By Millicent Zighe
South Sudan rival leaders have formed the long awaited Transitional Government of National Unity (R-TGoNU) in an attempt to end the civil war that has engulfed the country for the past six years.
On Saturday, President Salva Kiir swore in opposition leader Riek Machar as the first Vice President of the country. James Wani Igga, Taban Deng Gai and Rebecca Nyandeng Garang- the widow of the late John Garang were the other named Vice Presidents. South Sudan Opposition Alliance (SSOA) has nominated four political officials namely Gabriel Changson, Denay Jock, Josephine Lagu and Joseph Bakasoro to be considered for the fifth Vice President position. Plans are also underway to make the cabinet inclusive by adding more opposition members. The Transitional Government will lead the country for the next three years.
“This action signifies the end to the war. Peace has come and it has come to stay … My brother Dr. Machar and I are now partners in the peace agreement.” President Kiir said during the ceremony.
A seemingly enthusiastic Machar echoed Kiir sentiments while addressing the crowd at the ceremony saying, “I want to assure you (the people of South Sudan) that we will work collectively to end your long suffering.”
Both Machar and Kiir had twice missed the deadlines to form the unified Government after they failed to agree on the contentious issue of security and the number of states. Under the terms of the agreement the leaders will now focus on four major areas including power-sharing, safety, reconciliation between communities and reconstruction of the war torn country.
The deal is a big step for South Sudan owing to the fact that the country has been embroiled in an upheaval since 2013-two years after gaining independence from Sudan. An estimated 400,000 people have since been killed and a further four million have fled to neighbouring countries triggering one of the largest refugee crisis in world.
Countless ceasefires have been signed including one that saw Riek Machar become the country’s Vice president in 2016. However, months later, the deal fell apart. Tensions ensued between the leaders forcing Machar to fly to Juba and plan uprising against Kiir. Violence spread like wildfire to Upper Nile, Unity States and Jonglei resulting in more human rights abuses.
On January this year the Roman based Catholic Movement Saint Egidio brokered another peace treaty between the opposition and the Government. In the declaration, the warring parties promised to enact the Cessation of Hostilities Agreement signed on December 2017 in Addis Ababa, Ethiopia putting an end to all hostile military actions, vandalization of public property and full compliance to humanitarian and international law. Kiir hopes Pope Francis will soon pay them a visit to commemorate the country’s move towards peace and reconciliation.
While welcoming the latest move by the leaders, United Nations Secretary General Antonio Guterres lauded the parties for the significant achievement in the implementation of the Revitalized Agreement.

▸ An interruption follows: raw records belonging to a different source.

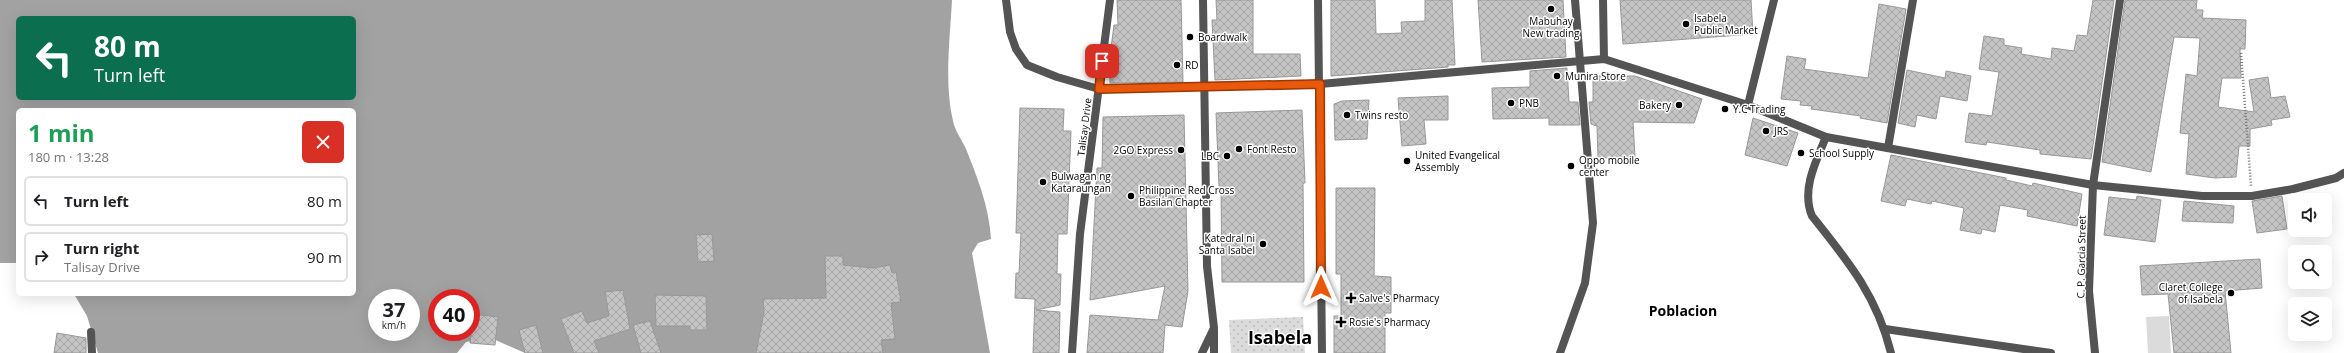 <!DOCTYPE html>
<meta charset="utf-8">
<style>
:root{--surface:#fff;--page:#f6f6f6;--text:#202124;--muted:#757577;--line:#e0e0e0}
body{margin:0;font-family:"Open Sans",sans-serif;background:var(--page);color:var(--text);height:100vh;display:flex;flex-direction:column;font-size:15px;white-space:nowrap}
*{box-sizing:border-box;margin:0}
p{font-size:13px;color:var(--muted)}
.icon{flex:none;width:22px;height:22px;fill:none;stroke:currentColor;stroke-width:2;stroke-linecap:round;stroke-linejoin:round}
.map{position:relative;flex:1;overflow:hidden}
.details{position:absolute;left:16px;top:108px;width:340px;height:188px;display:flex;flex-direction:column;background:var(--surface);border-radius:6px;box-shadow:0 4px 16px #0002}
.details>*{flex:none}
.banner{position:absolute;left:16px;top:16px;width:340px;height:84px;border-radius:6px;box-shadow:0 4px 16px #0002;background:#0b6e4f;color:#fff;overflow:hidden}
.controls{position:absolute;left:2288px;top:193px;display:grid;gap:8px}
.controls a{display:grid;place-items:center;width:44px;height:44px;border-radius:6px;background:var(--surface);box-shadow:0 4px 16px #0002;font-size:20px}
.speed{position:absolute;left:368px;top:289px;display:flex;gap:8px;font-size:20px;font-weight:700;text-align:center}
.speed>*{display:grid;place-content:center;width:52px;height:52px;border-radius:50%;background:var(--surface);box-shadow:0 4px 16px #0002;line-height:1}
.speed small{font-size:10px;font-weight:400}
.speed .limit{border:6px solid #d22;background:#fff;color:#111}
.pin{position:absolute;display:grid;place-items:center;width:34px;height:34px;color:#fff;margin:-17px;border-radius:8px;box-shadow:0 2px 6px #0006}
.me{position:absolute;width:44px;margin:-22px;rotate:0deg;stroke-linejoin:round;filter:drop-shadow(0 0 3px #0008)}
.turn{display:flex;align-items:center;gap:14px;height:84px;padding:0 12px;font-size:18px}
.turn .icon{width:52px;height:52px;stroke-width:2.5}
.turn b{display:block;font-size:28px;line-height:34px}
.round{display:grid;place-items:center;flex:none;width:42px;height:42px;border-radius:6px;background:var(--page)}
.summary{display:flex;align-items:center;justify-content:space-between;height:68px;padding:0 12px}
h1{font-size:24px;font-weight:700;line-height:30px;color:#1e9e55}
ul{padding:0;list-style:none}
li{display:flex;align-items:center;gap:12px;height:50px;margin:0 8px 6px;padding:0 4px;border:2px solid var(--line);border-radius:6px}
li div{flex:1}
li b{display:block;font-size:15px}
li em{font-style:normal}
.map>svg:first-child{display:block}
.park{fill:url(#park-dots)}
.pitch{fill:#dbdbdb}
.water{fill:#a2a2a2;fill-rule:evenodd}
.building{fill:url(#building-cross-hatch);stroke:#989898}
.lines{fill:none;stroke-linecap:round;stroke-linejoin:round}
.path{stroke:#767676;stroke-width:2.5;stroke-dasharray:1 2;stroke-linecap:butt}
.service{stroke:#545454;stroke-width:8}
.minor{stroke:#545454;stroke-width:8}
.tertiary{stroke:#545454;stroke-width:8}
.route-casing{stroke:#983908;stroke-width:10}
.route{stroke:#ea580c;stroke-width:7}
.poi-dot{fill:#000;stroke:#fff;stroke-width:1.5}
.labels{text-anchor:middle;stroke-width:3;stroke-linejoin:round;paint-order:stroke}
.poi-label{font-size:10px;fill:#000;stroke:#fff;text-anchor:start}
.street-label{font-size:10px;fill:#000;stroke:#fff}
.district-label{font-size:14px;font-weight:bold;fill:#000;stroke:#fff}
.town-label{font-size:18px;font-weight:bold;fill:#000;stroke:#fff}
</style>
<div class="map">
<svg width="2344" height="353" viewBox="0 0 2344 353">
<defs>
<pattern id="park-dots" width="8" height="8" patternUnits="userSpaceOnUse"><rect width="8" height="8" fill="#dbdbdb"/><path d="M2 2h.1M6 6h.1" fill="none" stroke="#bababa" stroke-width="1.8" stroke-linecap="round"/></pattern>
<pattern id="building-cross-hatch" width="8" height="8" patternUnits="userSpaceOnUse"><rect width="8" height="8" fill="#c4c4c4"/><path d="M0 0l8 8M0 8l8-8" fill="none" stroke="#a7a7a7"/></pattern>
</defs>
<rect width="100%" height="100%" fill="#fff"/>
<!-- park -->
<polygon class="park" points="1303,317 1305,353 1231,353 1229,320"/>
<!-- pitch -->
<polygon class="pitch" points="2169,316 2171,353 2148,353 2146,317"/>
<!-- water -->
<path class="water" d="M0 0H952C950 39 944 83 953 121 955 131 962 140 966 149 978 179 989 207 991 239L978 243 972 253 990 353H525L491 338 466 342 457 353H98L87 316 74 294H354V110H18V263H0ZM18 18H354V98H18ZM377 298H411V332H377ZM437 298H471V332H437Z"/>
<!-- building -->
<g class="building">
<polygon points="1117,0 1181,0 1183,82 1110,83 1109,63 1114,25 1118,25"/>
<polygon points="1216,0 1253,0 1253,54 1300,54 1301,76 1215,80 1212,20 1217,20"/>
<polygon points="1331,0 1375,0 1376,34 1402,33 1401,22 1425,21 1425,0 1452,0 1455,65 1448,65 1448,67 1331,76"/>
<polygon points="1478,0 1563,0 1566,57 1482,62"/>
<polygon points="1620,0 1751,0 1753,34 1623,44"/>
<polygon points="2093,0 2114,0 2091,159 2040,154 2040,150 1987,142 1986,145 1965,142 1969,113 1992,116 1999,72 1979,69 1984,36 2004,39 2004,45 2022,48 2021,54 2051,59 2052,48 2074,51 2077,35 2087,36"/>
<polygon points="2125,0 2197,0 2196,10 2203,10 2202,18 2246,20 2245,49 2240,49 2241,78 2222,78 2218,107 2254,112 2249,80 2268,77 2271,98 2285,96 2290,117 2271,120 2272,125 2250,129 2250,146 2239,146 2236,177 2215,178 2186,174 2189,134 2180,133 2186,74 2197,76 2200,38 2174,37 2151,172 2102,162"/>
<polygon points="1879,4 1906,9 1887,123 1860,118 1861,116 1811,109 1812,106 1800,105 1801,101 1781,99 1787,56 1806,59 1804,69 1868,78"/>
<polygon points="1567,68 1569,102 1578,102 1580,125 1549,125 1549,118 1493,119 1492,88 1530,87 1530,71"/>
<polygon points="1907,70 1945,78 1946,71 1971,76 1967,101 1940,96 1936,119 1917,115 1915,127 1898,123"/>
<polygon points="1593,76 1635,76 1702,99 1694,123 1633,122 1635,157 1598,158 1597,126 1591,124 1589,102 1593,102"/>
<polygon points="1448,96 1448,120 1424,120 1426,144 1402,146 1398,98"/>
<polygon points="1369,100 1367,139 1335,140 1334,104 1342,101"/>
<polygon points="1020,108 1064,109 1063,131 1071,131 1067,234 1058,234 1057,274 1061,274 1060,305 1036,310 1060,312 1059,353 1033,353 1035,299 1015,298 1016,273 1019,273 1021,233 1016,233"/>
<polygon points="1302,110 1305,183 1303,183 1304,282 1222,282 1221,186 1219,186 1216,113"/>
<polygon points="1184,115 1188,291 1182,327 1165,325 1163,353 1087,353 1090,315 1158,320 1165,286 1090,300 1097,168 1102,168 1103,117"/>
<polygon points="1753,118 1798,133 1787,166 1745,155"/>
<polygon points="1891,155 2006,178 2006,180 2032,186 2033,183 2082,194 2077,226 2027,216 2028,210 2000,205 1995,232 1982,229 1981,234 1960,230 1964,208 1932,201 1931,204 1907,199 1905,206 1881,201"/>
<polygon points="1336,188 1375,188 1374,276 1391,277 1391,313 1385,313 1385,353 1334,353 1334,316 1341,316 1341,274 1336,274"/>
<polygon points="2137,196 2161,200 2155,242 2104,235 2109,197 2136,200"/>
<polygon points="2282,196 2287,229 2257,233 2252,201"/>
<polygon points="2184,201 2234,206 2233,223 2182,221"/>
<polygon points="712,234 714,261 698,262 696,235"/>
<polygon points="825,256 843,256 843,265 873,268 890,265 892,273 896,272 901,302 891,303 895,339 881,340 883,353 756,353 764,312 763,299 826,298"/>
<polygon points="2260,259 2262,288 2225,291 2231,353 2174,353 2168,294 2142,295 2140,266"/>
<polygon points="623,290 630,329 594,341 599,353 574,353 561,319 582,311 587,323 609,316 605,292"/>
<polygon points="655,295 706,296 707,330 690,330 690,326 656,326"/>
<polygon points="473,314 498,317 495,345 470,343"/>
<polygon points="650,321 661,353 641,353 633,325"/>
<polygon points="536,325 543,353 525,353 519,330"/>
<polygon points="57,333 86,338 86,353 54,353"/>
</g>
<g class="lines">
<!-- path -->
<polyline class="path" points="2241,53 2251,186"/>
<!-- service -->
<g class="service">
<polyline points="1603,0 1604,59"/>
<path d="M1826 137C1816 161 1801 190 1812 216 1848 261 1877 296 1891 353"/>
</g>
<!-- minor -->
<g class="minor">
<polyline points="1006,0 1010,32 1016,49 1027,65 1057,77 1099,89 1320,84"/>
<polyline points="1748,105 1774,0"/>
<polyline points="1888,148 1913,0"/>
<polyline points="1885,329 2051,353"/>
<polyline points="1214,331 1214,353"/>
<polyline points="91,332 92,353"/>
<polyline points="1072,353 1080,234 1110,0"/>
<polyline points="1202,353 1214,328 1207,266 1203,0"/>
<polyline points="1560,353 1585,283 1593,223 1575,0"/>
<polyline points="2095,353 2089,291 2093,185 2120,0"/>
</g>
<!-- tertiary -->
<g class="tertiary">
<polyline points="1318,0 1322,353"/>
<polyline points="1320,84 1604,59 1748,105 1826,137 2093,185 2202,196 2252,196 2293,189 2336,178 2344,173"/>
</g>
</g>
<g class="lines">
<!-- route casing -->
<g class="route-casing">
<polyline id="route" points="1102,61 1099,89 1320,84 1321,287"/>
</g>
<!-- route -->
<use href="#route" class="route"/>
</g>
<!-- markers -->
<g class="poi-dot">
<circle cx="1551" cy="9" r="4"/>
<circle cx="1686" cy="24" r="4"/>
<circle cx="1190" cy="37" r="4"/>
<circle cx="1177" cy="65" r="4"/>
<circle cx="1557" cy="76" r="4"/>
<circle cx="1511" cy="103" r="4"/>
<circle cx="1679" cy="105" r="4"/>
<circle cx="1725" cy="109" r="4"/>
<circle cx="1347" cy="115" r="4"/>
<circle cx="1766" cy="131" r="4"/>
<circle cx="1239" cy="149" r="4"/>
<circle cx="1181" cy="150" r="4"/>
<circle cx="1801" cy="153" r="4"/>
<circle cx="1227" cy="156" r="4"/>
<circle cx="1407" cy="161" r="4"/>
<circle cx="1571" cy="166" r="4"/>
<circle cx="1043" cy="182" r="4"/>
<circle cx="1131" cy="196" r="4"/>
<circle cx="1263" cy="244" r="4"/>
<circle cx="2231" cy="293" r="4"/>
<path d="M1349 292h4v4h4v4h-4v4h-4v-4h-4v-4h4z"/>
<path d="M1339 316h4v4h4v4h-4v4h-4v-4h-4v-4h4z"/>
</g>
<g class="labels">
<!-- poi labels -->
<g class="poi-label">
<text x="1694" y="22">Isabela<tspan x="1694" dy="12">Public Market</tspan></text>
<text x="1551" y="25" text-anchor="middle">Mabuhay<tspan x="1551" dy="12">New trading</tspan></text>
<text x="1198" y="41">Boardwalk</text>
<text x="1185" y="69">RD</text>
<text x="1565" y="80">Munira Store</text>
<text x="1519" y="107">PNB</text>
<text x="1671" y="109" text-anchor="end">Bakery</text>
<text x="1733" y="113">Y.C Trading</text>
<text x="1355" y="119">Twins resto</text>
<text x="1774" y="135">JRS</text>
<text x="1247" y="153">Font Resto</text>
<text x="1173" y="154" text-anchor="end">2GO Express</text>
<text x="1809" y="157">School Supply</text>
<text x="1415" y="159">United Evangelical<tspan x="1415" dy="12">Assembly</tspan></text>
<text x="1219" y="160" text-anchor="end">LBC</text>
<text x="1579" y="164">Oppo mobile<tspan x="1579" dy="12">center</tspan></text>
<text x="1051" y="180">Bulwagan ng<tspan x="1051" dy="12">Kataraungan</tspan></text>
<text x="1139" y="194">Philippine Red Cross<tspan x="1139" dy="12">Basilan Chapter</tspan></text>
<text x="1255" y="242" text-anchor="end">Katedral ni<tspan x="1255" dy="12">Santa Isabel</tspan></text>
<text x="2223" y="291" text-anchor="end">Claret College<tspan x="2223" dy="12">of Isabela</tspan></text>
<text x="1359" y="302">Salve's Pharmacy</text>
<text x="1349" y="326">Rosie's Pharmacy</text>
</g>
<!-- street labels -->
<g class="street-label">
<text transform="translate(1084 127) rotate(-83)" y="4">Talisay Drive</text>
<text transform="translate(2081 257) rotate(-89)" y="4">C. P. Garcia Street</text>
</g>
<!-- district labels -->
<g class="district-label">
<text x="1683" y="316">Poblacion</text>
</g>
<!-- town labels -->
<g class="town-label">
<text x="1280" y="344">Isabela</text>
</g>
</g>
</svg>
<div class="controls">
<a><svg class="icon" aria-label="sound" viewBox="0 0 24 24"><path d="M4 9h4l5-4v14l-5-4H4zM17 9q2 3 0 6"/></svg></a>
<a><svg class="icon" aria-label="search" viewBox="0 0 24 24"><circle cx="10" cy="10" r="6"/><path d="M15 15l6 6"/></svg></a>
<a><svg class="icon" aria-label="layers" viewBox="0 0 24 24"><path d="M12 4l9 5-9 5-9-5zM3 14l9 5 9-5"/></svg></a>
</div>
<div class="speed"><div>37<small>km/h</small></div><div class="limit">40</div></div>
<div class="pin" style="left:1102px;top:61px;background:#d93025"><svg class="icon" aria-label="arrive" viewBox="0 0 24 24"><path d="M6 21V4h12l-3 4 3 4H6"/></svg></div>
<svg class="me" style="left:1321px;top:287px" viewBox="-20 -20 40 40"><path d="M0-17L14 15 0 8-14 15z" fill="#ea580c" stroke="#fff" stroke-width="4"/></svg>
<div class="banner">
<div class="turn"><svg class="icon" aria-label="left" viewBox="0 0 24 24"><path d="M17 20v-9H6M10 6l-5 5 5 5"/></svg><div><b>80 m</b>Turn left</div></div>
</div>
<section class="details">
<div class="summary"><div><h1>1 min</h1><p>180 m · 13:28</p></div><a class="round" style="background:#d93025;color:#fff"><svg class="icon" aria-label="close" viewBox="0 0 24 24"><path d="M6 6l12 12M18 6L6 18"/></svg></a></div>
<ul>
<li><svg class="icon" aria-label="left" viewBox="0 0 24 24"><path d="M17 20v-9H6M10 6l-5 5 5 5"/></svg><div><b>Turn left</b></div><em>80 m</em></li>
<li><svg class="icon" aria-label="right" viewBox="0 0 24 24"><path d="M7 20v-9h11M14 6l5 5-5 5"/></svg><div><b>Turn right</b><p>Talisay Drive</p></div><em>90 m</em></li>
</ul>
</section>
</div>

He called upon R-TGoNU members to “fully adhere to the letter and spirit of the Agreement”, so that the people of South Sudan can finally realize the benefits of durable peace and stability.
“The United Nations stands ready, in close coordination with the Inter-Governmental Authority on Development and the African Union, to assist the parties in implementing the Agreement”, read the statement released on the UN website.
The Intergovernmental Authority on Development (IGAD) praised the country on the establishment of the government, however the regional trade block noted divisions and tensions in some political parties may hinder the implementation of transitional duties.
“… It is high time that these parties now overcome their internal differences and wrangles for the sake of peace. The people of South Sudan deserve to see harmony within the parties. It is not possible for a party that is not in peace within itself to be at peace with others. The parties should turn a new page as South Sudan ushers in the transitional period,” IGAD said in a statement on Saturday. Additionally the Horn of Africa organisation pledged continued support for the country and urged leaders and the people of South Sudan to uphold the peace agreement.
“In this regard, the R-TGoNU (unity government) has the responsibility to ensure that a conducive and favourable environment for free and active participation of civil society is created. The R-TGoNU and civil society should also work closely for women and the youth to be capacitated and empowered, and particularly that the 35 per cent quota for women stipulated in the R-ARCSS is observed and respected,” the statement added.
The Governments of Norway, the United Kingdom, and the United States commended the people of South Sudan and their leaders saying, “We welcome the fact that the government and opposition parties have made the necessary compromises to allow this important step. For the transitional period to be a success, a spirit of continuous collaboration, supported by the active, engaged, and free voices of citizens and civil society, must continue. Nearly nine years since South Sudan’s independence, this is an opportunity for the political leadership to take their country forward towards prosperity and peace by making meaningful progress on security sector arrangements, the reform agenda, transitional justice and accountability, and preparations for credible and safe elections.”